WHAT YOU HAVE TO DO: Below are entries; copy exactly the lines from the one with "translate:0 -50%; text-align:left" through the one with "position:absolute; left:863px; top:1256px;", both included, and leave out the rest.

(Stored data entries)
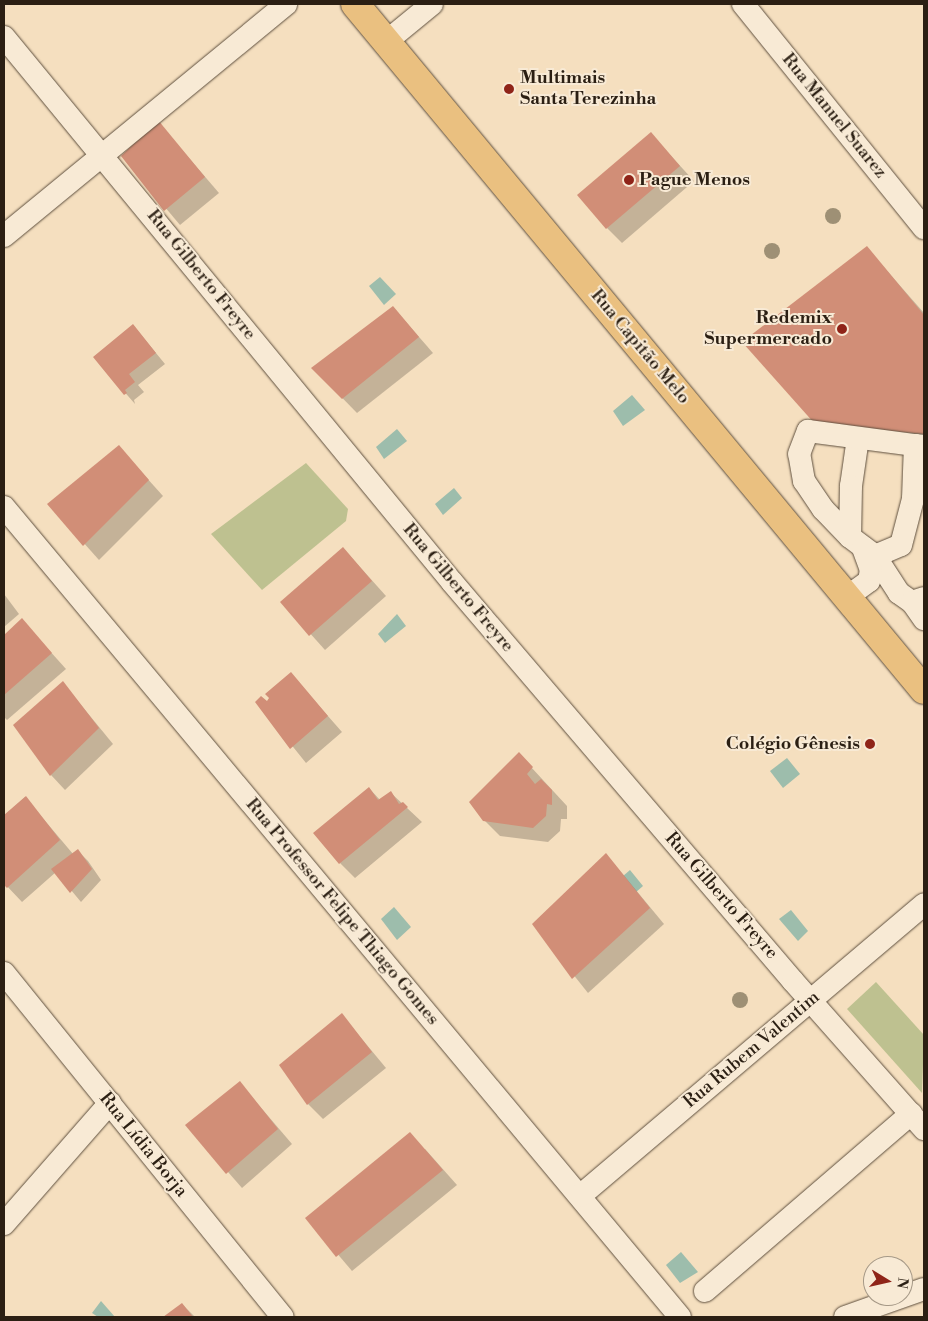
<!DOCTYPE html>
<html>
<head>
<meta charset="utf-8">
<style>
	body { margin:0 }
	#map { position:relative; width:928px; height:1321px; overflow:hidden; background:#f5dfbf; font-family:"Libre Bodoni",serif }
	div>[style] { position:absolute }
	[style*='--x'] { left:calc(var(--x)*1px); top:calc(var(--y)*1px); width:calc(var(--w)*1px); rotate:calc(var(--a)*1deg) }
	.green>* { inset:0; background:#bec190 }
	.water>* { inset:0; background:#9dbdac }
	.shadow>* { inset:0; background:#0003 }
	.building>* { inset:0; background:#d18e77 }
	.roads { filter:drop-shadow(0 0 1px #5e4f3e) drop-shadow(0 0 1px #5e4f3e) }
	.minor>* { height:22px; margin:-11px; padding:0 11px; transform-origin:11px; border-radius:11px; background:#f8ead5 }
	.major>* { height:28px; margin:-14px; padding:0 14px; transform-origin:14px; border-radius:14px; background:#eac080 }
	.trees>* { width:16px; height:16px; margin:-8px; border-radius:50%; background:#9e9075 }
	.dots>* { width:14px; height:14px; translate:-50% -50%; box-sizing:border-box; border:2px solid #f8ead5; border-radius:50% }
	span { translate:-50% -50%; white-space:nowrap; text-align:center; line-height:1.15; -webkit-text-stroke:4px #f8ead5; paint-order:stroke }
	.poi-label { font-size:18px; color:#2b1f13; font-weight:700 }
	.left { translate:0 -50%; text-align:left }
	.right { translate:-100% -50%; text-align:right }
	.street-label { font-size:18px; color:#2b1f13 }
	.frame { position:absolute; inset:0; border:5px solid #2b1f13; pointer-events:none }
	.north { position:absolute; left:863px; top:1256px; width:50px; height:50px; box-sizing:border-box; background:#f8ead5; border:1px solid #a69987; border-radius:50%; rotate:99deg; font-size:14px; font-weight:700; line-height:20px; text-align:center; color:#2b1f13 }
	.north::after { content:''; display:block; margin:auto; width:18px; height:22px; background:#8f2418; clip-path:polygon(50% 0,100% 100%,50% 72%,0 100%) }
</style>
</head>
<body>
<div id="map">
	<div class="green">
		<div style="clip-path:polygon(306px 463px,348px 509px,346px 521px,262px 590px,211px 534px)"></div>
		<div style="clip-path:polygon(876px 982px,924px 1035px,922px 1093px,847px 1009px)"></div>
	</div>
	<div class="water">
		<div style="clip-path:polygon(380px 277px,396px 294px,384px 305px,369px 286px)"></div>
		<div style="clip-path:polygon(632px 395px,645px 410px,623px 426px,613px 411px)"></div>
		<div style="clip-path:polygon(397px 429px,407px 441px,384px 459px,376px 447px)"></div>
		<div style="clip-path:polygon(454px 488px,462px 498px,443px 515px,435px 504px)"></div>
		<div style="clip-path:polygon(397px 614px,406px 626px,385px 643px,378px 634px)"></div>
		<div style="clip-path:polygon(787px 758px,800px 774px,783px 788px,770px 771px)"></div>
		<div style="clip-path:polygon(630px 870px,643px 886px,628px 899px,615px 883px)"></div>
		<div style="clip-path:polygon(394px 907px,411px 927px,397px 940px,381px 919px)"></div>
		<div style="clip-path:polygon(791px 910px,808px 931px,798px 941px,779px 919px)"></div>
		<div style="clip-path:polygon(681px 1252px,698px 1272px,680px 1283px,666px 1265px)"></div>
		<div style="clip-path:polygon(101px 1301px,115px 1317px,98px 1317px,92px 1313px)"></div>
	</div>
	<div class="shadow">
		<div style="clip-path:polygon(158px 122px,219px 193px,180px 225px,122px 156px)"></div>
		<div style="clip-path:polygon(651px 134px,694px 181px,622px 243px,607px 228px)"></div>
		<div style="clip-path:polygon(867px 248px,924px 313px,924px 451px,816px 423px)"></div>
		<div style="clip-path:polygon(393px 307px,433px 353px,357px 413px,313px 368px)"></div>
		<div style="clip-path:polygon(133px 325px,165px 364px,138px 385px,144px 392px,134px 400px,135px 404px,94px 357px)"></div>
		<div style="clip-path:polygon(119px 447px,163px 496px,99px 560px,49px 504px)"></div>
		<div style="clip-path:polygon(343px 548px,386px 596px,325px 650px,282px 602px)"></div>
		<div style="clip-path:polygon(4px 594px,19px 614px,4px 627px)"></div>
		<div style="clip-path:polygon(22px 620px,66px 669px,7px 720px,4px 717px,4px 636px)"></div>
		<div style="clip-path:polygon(291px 674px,342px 732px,306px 763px,257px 702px,267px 702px)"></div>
		<div style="clip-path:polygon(63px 683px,113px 744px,65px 790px,51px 775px)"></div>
		<div style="clip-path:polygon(519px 754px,567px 806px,567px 819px,561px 819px,560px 831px,548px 842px,500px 836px,484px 820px)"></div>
		<div style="clip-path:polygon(369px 788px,380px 800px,391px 793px,422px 822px,355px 878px,340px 863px)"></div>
		<div style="clip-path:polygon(25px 797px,73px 854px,78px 851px,88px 861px,101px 880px,81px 902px,56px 872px,22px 902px,4px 883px,4px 816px)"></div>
		<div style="clip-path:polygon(606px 854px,664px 924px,588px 993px,533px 924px)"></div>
		<div style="clip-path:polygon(342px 1015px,386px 1068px,323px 1119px,308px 1104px)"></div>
		<div style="clip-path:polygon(240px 1083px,292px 1144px,242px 1188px,187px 1125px)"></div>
		<div style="clip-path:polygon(425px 1149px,457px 1185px,352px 1271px,307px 1218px)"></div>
		<div style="clip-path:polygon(182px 1304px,195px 1317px,165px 1317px)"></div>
	</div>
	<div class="building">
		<div style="clip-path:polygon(158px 120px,205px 177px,164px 211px,121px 156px)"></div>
		<div style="clip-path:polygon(651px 132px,680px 166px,606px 229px,577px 195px)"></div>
		<div style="clip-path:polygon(867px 246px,924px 315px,924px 434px,815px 424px,742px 342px)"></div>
		<div style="clip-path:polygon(393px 306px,419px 337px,342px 399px,311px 368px)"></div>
		<div style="clip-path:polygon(133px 324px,156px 353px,129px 374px,135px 382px,125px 390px,127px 393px,124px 395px,93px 357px)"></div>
		<div style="clip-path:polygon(119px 445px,149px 480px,83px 546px,47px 504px)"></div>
		<div style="clip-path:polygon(343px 547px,372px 581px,309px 636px,280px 602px)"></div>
		<div style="clip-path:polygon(22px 618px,52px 653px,4px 695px,4px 635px)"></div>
		<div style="clip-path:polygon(291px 672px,328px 716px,290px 749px,255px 702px,261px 696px,267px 701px,269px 698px,265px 694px)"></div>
		<div style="clip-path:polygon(63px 681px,99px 728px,50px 776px,13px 725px)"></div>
		<div style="clip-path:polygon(519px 752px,533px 767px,527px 774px,535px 784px,541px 779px,552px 790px,552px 805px,547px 804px,546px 816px,533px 828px,483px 821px,469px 802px)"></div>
		<div style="clip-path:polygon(369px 787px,378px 800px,391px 791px,399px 804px,403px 802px,408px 807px,339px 864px,313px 833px)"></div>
		<div style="clip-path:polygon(26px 796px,60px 840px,7px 888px,4px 885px,4px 815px)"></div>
		<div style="clip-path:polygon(78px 849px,92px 869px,70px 893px,51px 869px)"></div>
		<div style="clip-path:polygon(606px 853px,650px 908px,572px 979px,532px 924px)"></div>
		<div style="clip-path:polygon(342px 1013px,372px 1052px,307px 1105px,279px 1065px)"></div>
		<div style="clip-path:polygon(240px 1081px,278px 1129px,226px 1174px,185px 1125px)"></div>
		<div style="clip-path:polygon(410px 1132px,443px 1170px,336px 1257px,305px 1218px)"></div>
		<div style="clip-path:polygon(182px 1303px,193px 1317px,163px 1317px)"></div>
	</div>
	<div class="roads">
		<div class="minor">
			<div style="--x:743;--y:4;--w:288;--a:51.1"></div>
			<div style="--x:4;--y:37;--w:705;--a:50.58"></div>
			<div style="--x:452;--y:582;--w:525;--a:49.48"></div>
			<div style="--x:793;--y:981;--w:198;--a:48.5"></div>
			<div style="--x:387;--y:41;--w:58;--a:-39.4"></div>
			<div style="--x:4;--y:236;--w:365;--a:-39.4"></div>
			<div style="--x:858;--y:438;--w:49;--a:98.3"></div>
			<div style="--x:851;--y:486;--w:51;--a:91.1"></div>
			<div style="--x:850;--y:537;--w:31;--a:37"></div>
			<div style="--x:875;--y:556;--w:28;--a:-23"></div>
			<div style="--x:901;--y:545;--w:48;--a:-75.4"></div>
			<div style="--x:913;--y:499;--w:54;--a:-87.9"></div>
			<div style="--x:915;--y:445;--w:9;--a:6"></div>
			<div style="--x:4;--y:507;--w:1055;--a:50.15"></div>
			<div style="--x:850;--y:537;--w:39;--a:-134"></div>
			<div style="--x:823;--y:509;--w:34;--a:-124"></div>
			<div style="--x:804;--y:481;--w:27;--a:-100"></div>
			<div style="--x:799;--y:454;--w:25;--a:-69"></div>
			<div style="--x:808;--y:431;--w:108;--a:7.5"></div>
			<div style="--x:875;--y:556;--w:44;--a:57"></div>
			<div style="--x:899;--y:593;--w:16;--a:35"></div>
			<div style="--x:912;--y:602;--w:13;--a:-18"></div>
			<div style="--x:847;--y:597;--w:27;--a:-36"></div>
			<div style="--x:869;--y:581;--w:11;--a:-80"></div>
			<div style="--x:871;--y:570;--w:23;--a:-110"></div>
			<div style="--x:912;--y:602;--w:21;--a:55"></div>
			<div style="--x:4;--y:973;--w:443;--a:51"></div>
			<div style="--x:580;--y:1196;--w:451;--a:-40.3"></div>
			<div style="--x:4;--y:1224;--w:161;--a:-48.8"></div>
			<div style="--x:705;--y:1291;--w:272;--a:-40.7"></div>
			<div style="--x:845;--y:1317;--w:84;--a:-19.5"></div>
		</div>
		<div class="major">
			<div style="--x:355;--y:4;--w:891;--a:50.33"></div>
		</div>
	</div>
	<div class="trees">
		<div style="left:833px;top:216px"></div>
		<div style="left:772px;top:251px"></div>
		<div style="left:740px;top:1000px"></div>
	</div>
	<div class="dots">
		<div style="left:509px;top:89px;background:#8f2418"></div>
		<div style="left:629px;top:180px;background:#8f2418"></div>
		<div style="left:842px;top:329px;background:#8f2418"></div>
		<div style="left:870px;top:744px;background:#8f2418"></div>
	</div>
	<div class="poi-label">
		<span class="left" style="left:520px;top:89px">Multimais<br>Santa Terezinha</span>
		<span class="left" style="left:639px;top:180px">Pague Menos</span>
		<span class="right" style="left:832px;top:329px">Redemix<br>Supermercado</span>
		<span class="right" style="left:860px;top:744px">Colégio Gênesis</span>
	</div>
	<div class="street-label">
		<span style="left:834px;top:116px;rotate:51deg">Rua Manuel Suarez</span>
		<span style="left:201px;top:275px;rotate:51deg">Rua Gilberto Freyre</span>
		<span style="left:640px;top:347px;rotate:50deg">Rua Capitão Melo</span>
		<span style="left:458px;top:588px;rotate:50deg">Rua Gilberto Freyre</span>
		<span style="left:721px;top:896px;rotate:49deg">Rua Gilberto Freyre</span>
		<span style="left:342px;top:912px;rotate:50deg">Rua Professor Felipe Thiago Gomes</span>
		<span style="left:752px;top:1050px;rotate:-40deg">Rua Rubem Valentim</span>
		<span style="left:143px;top:1145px;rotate:51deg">Rua Lídia Borja</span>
	</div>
	<div class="frame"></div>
	<div class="north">N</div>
</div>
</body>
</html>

TASK ANSWER:
	.left { translate:0 -50%; text-align:left }
	.right { translate:-100% -50%; text-align:right }
	.street-label { font-size:18px; color:#2b1f13 }
	.frame { position:absolute; inset:0; border:5px solid #2b1f13; pointer-events:none }
	.north { position:absolute; left:863px; top:1256px; width:50px; height:50px; box-sizing:border-box; background:#f8ead5; border:1px solid #a69987; border-radius:50%; rotate:99deg; font-size:14px; font-weight:700; line-height:20px; text-align:center; color:#2b1f13 }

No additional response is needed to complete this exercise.